Please list all lines of the material below in which the string "image" occurs.

╭──

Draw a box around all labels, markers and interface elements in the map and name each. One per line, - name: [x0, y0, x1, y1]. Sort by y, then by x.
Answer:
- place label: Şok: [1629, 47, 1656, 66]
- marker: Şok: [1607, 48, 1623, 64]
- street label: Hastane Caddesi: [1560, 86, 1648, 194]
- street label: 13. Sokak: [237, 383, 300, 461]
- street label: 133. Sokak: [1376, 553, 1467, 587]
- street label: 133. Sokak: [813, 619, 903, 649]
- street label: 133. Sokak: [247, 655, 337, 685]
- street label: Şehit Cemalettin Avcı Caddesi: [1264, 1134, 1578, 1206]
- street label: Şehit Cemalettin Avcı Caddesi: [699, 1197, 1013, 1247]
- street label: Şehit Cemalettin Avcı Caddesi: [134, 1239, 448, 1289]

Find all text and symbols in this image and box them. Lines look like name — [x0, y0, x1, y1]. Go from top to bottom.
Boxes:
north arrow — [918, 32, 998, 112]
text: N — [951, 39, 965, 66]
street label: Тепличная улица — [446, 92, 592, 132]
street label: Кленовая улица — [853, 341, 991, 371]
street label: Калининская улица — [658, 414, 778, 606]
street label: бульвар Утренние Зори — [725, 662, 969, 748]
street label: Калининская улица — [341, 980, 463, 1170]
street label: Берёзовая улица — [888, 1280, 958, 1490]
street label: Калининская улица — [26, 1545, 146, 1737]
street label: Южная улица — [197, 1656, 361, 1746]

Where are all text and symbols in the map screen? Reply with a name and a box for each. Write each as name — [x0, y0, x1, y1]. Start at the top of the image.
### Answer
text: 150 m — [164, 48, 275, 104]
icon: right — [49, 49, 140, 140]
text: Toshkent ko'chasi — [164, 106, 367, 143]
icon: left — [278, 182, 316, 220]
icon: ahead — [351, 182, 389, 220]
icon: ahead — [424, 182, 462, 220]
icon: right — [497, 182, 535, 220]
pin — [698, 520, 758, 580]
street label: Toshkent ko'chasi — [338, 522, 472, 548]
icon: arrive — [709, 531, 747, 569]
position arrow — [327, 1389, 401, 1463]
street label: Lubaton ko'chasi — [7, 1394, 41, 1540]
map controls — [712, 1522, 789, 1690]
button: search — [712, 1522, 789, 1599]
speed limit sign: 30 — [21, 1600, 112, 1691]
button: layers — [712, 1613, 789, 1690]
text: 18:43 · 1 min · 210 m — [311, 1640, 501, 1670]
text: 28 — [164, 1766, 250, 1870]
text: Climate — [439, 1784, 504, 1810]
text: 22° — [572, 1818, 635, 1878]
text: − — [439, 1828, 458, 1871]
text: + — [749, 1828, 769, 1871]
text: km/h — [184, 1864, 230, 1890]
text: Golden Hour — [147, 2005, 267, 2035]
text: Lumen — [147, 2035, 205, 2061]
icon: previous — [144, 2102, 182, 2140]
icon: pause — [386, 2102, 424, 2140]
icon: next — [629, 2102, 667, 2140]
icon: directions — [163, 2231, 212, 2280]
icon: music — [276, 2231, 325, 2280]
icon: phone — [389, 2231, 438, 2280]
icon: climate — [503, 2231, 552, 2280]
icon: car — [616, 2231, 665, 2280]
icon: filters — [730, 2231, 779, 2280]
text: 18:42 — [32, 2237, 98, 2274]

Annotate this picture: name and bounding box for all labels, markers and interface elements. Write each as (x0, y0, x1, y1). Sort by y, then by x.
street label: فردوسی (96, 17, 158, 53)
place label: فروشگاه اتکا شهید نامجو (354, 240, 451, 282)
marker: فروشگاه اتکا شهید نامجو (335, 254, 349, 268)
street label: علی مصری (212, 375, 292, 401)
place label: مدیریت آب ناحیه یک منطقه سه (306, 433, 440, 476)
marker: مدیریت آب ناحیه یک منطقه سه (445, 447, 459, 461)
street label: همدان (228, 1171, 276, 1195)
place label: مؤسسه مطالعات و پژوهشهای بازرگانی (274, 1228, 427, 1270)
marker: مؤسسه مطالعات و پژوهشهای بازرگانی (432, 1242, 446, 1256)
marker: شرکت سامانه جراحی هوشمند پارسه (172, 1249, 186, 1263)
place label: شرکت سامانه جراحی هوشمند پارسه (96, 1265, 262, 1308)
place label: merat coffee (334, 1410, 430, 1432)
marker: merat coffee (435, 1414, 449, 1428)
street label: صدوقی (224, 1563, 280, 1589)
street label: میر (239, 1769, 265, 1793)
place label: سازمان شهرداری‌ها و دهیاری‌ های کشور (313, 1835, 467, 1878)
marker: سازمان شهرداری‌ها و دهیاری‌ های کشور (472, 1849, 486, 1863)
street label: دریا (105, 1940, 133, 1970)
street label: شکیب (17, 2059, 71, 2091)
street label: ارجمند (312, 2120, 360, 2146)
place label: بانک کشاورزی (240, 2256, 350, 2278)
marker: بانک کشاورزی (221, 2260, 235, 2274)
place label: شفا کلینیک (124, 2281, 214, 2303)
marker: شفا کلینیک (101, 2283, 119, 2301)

╰──

EXERCISE RESULT –
Find all text and symbols in this image and box them. Lines look like name — [x0, y0, x1, y1]. Go from top to bottom.
Where are all text and symbols in the map screen? Reply with a name and a box for each. Write each as name — [x0, y0, x1, y1]. Start at the top of the image.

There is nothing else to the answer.